At first, IDU what does mul_xor_hash exactly do, and if init and k are arbitrary selected or not
Why mul_xor_hash will not work without nb.njit:
File "C:/Users/Ali/Desktop/test - Copy - Copy.py", line 21, in mul_xor_hash
result = (result * k) ^ x
TypeError: ufunc 'bitwise_xor' not supported for the input types, and the inputs could not be safely coerced to any supported types according to the casting rule ''safe''
IDK how to implement mul_xor_hash on 1D arrays (if it could), which I guess may make it faster more than for 2Ds, so I broadcast the input arrays to 2D by [None, :], which get the following error just for arr2:
print(mul_xor_hash(arr2[0]))
ValueError: new type not compatible with array
and what does delta do
I am searching the most efficient way in this regard. In the absence of better method than norok2 solution, how to prepare this solution for 1D arrays?
Understanding the hash-based solution
At first, IDU what does mul_xor_hash exactly do, and if init and k are arbitrary selected or not
mul_xor_hash is a custom hash function. Functions mixing xor and multiply (possibly with shifts) are known to be relatively fast to compute the hash of a raw data buffer. The multiplication tends to shuffle bits and the xor is used to somehow combine/accumulate the result in a fixed size small value (ie. the final hash). There are many different hashing functions. Some are faster than others, some cause more collisions than other in a given context. A fast hashing function causing too many collisions can be useless in practice as it would result in a pathological situation where all conflicting values needs to be compared. This is why fast hash functions are hard to implement.
init and k are parameter certainly causing the hash to be pretty balance. This is pretty common in such a hash function. k needs to be sufficiently big for the multiplication to shuffle bits and it should typically also be a prime number (values like power of two tends to increase collisions due to modular arithmetic behaviours). init plays a significant role only for very small arrays (eg. with 1 item): it helps to reduce collisions by xoring the final hash by a non-trivial constant. Indeed, if arr.size = 1, then result = (init * k) ^ arr[0] where init * k is a constant. Having an identity hash function equal to arr[0] is known to be bad since it tends to result in many collisions (this is a complex topic, but put it shortly, arr[0] can be divided by the number of buckets in the hash table for example). Thus, init should be a relatively big number and init * k should also be a big non-trivial value (a prime number is a good target value).

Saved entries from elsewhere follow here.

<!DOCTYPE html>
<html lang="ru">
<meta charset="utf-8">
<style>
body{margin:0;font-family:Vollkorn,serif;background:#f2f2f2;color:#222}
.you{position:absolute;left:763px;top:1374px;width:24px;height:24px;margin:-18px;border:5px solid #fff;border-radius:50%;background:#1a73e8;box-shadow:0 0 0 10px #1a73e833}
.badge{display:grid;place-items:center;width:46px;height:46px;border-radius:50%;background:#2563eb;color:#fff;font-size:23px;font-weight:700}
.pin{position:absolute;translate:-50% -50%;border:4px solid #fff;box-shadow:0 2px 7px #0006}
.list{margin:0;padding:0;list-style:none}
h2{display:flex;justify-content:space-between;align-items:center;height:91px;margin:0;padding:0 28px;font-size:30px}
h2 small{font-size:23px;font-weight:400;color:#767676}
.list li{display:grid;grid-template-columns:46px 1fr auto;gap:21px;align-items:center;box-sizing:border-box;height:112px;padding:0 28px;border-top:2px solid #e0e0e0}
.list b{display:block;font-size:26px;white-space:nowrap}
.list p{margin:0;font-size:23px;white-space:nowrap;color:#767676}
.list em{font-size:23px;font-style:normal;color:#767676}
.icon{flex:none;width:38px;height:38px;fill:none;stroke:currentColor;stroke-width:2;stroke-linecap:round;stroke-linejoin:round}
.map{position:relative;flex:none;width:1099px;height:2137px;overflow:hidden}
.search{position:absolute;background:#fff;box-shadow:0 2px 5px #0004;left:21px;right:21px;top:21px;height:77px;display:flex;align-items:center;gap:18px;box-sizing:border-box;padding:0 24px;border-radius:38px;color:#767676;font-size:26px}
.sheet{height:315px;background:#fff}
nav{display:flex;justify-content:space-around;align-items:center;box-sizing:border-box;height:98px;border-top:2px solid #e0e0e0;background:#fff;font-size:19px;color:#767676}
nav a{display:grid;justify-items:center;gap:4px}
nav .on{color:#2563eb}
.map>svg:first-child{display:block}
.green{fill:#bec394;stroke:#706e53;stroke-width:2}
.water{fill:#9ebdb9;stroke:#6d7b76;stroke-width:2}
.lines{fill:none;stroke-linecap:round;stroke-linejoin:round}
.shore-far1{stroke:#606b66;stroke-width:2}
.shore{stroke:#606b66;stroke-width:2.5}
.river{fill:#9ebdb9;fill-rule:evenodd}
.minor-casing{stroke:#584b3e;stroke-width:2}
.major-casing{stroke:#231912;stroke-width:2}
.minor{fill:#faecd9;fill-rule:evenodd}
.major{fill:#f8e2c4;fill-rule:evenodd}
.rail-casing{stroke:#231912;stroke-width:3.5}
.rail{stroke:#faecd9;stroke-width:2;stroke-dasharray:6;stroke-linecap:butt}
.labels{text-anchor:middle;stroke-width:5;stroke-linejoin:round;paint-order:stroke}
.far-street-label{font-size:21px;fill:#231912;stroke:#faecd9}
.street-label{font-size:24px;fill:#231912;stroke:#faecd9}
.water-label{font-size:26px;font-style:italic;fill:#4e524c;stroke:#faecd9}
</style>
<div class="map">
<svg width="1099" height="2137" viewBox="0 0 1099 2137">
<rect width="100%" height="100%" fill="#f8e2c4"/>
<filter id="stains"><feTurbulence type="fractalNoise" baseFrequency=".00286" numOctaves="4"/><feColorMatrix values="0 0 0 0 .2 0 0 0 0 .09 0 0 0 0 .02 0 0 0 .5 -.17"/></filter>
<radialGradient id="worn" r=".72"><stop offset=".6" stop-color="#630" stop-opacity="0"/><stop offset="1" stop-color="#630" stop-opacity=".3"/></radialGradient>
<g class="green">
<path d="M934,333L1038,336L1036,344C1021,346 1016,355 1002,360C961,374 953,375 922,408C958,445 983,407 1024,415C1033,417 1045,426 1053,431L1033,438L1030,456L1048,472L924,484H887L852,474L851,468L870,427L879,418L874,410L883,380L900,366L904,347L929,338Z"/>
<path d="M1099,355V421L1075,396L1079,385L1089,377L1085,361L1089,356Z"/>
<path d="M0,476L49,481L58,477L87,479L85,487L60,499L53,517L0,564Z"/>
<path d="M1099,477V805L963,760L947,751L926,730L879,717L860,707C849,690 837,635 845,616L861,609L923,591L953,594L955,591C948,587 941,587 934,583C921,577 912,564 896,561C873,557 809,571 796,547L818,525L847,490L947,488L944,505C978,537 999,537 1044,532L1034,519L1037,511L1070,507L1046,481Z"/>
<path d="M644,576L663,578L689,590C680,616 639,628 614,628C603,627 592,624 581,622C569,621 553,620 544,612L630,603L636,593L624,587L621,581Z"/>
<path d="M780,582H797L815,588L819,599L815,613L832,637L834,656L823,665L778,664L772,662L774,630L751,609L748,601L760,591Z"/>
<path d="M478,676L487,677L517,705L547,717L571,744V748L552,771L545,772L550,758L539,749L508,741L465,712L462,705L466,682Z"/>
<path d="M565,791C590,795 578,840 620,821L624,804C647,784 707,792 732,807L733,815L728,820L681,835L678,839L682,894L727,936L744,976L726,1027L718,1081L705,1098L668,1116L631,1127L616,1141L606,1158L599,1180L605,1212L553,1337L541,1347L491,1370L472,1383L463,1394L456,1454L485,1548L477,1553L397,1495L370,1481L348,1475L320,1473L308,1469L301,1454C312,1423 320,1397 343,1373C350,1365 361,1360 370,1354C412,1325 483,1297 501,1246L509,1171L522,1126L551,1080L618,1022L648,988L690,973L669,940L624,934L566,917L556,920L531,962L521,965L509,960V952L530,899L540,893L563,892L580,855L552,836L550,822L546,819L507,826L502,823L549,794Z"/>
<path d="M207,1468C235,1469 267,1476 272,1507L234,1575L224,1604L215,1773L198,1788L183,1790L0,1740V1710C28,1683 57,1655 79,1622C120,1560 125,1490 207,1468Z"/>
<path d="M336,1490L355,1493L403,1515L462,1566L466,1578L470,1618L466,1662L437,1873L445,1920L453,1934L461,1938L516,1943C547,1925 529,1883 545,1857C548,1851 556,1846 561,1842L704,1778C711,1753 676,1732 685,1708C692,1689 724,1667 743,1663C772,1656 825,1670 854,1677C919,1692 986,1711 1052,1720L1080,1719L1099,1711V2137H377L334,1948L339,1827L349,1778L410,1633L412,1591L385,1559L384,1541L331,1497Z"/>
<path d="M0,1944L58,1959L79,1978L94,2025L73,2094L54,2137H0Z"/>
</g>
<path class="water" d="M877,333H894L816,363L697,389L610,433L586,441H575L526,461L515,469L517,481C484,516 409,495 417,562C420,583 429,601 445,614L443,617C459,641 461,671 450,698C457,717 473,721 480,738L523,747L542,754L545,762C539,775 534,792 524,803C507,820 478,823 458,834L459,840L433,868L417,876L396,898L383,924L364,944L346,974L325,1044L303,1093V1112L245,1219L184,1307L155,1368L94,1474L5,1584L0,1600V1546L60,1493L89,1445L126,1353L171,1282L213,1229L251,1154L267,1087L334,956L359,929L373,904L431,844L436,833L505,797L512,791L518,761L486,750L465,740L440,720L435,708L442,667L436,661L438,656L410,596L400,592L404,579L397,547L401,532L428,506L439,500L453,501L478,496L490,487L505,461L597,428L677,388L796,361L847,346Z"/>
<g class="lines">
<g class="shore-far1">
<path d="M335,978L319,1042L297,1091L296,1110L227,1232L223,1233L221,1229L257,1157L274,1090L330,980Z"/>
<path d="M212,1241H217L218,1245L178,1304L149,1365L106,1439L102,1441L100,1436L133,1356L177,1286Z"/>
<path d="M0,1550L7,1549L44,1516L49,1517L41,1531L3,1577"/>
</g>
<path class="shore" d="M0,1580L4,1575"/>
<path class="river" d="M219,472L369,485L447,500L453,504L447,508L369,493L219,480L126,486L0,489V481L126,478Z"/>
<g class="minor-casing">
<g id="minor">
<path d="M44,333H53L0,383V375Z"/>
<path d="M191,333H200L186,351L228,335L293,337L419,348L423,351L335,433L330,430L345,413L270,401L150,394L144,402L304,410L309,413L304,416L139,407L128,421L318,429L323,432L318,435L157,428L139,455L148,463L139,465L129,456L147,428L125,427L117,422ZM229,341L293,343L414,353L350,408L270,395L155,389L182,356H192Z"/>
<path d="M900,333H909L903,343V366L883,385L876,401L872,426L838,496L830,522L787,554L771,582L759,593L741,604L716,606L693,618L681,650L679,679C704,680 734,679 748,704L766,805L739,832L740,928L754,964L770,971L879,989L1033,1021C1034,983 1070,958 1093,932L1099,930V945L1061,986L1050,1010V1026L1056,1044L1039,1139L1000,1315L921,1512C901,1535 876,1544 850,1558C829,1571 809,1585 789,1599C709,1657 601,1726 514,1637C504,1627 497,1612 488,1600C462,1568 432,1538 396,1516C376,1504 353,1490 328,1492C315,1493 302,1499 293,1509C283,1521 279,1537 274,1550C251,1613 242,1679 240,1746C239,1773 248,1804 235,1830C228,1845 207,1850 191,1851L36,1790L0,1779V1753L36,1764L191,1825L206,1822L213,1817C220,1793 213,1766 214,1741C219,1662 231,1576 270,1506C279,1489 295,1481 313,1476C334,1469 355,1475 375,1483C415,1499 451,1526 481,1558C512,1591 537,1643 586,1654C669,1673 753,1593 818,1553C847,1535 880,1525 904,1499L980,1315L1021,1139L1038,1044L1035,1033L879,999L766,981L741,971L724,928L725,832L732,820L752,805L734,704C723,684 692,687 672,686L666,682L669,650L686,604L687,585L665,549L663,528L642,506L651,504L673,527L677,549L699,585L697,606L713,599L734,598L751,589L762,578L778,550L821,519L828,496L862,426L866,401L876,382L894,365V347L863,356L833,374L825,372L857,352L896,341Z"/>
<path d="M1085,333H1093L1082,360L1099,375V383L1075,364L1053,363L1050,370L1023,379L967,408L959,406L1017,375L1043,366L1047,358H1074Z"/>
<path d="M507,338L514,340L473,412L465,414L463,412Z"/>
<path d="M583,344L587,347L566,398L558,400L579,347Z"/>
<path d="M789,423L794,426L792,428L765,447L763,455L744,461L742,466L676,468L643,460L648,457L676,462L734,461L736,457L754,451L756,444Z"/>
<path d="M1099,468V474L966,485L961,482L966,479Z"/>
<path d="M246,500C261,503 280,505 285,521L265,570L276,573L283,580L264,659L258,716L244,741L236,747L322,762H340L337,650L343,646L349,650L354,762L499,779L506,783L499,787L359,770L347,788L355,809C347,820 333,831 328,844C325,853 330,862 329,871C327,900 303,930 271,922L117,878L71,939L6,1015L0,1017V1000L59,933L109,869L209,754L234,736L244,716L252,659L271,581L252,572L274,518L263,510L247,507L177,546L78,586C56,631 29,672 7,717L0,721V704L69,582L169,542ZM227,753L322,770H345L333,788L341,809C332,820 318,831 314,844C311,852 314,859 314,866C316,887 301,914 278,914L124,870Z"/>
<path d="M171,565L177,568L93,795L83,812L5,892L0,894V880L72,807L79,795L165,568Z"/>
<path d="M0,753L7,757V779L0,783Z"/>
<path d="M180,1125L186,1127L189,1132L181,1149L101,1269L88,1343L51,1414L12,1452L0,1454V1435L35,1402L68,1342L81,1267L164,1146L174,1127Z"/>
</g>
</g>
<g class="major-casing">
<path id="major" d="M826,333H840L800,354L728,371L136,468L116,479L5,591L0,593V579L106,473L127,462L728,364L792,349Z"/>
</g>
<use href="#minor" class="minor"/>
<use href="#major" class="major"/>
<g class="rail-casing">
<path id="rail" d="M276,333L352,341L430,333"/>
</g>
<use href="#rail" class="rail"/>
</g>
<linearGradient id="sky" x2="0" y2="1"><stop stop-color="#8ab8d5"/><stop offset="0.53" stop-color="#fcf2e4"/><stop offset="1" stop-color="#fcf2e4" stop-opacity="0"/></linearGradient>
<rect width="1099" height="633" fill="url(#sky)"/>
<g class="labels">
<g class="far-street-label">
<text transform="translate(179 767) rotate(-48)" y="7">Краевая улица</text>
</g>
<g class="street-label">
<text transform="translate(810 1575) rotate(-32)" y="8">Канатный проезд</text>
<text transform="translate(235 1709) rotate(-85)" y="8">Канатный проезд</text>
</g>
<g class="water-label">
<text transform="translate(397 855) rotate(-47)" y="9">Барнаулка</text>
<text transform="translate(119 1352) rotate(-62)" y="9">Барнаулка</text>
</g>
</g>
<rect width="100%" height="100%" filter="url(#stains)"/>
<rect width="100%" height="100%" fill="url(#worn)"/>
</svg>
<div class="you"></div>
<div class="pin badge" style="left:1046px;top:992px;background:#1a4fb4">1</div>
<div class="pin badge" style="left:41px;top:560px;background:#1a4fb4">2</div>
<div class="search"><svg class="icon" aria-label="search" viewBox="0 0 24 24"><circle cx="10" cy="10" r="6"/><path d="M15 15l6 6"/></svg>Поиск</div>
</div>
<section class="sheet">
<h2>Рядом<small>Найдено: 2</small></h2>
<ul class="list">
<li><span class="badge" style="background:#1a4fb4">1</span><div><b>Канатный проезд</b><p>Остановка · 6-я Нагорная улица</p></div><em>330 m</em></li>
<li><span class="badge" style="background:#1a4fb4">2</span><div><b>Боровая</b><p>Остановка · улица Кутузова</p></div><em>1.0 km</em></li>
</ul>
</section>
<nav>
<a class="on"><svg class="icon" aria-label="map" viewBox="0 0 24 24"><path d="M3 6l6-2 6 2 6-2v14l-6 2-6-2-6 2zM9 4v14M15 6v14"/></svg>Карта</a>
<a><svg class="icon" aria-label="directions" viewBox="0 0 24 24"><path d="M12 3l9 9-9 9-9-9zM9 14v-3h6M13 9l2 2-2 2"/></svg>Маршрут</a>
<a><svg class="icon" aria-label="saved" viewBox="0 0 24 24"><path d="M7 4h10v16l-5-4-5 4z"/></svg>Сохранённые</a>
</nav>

Why mul_xor_hash will not work without nb.njit
It depends of the input. The input needs to be a 1D array and have a raw size in byte divisible by 8 (eg. 64-bit items, 2n x 32-bit ones, 4n x 16-bit one or 8n 8-bit ones). Here is some examples:
mul_xor_hash(np.random.rand(10))
mul_xor_hash(np.arange(10)) # Do not work with 9
and what does delta do
It is a set containing the hash of the arr2 row so to find matching lines faster than comparing them without hashes.
how to prepare this solution for 1D arrays?
AFAIK, hashes are only use to avoid comparisons of rows but this is because the input is the 2D array. In 1D, there is no such a problem.
There is big catch with this method: it only works if there is no hash collisions. Otherwise, the implementation wrongly assumes that values are equal even if they are not! #norok explicitly mentioned it in the comments though:
Note that the collision handling for the hashings should also be implemented
Faster implementation
Using the 2D solution of #norok2 for 1D is not a good idea since hashes will not make it faster the way they are used. In fact, a set already use a hash function internally anyway. Not to mention collisions needs to be properly implemented (which is done by a set).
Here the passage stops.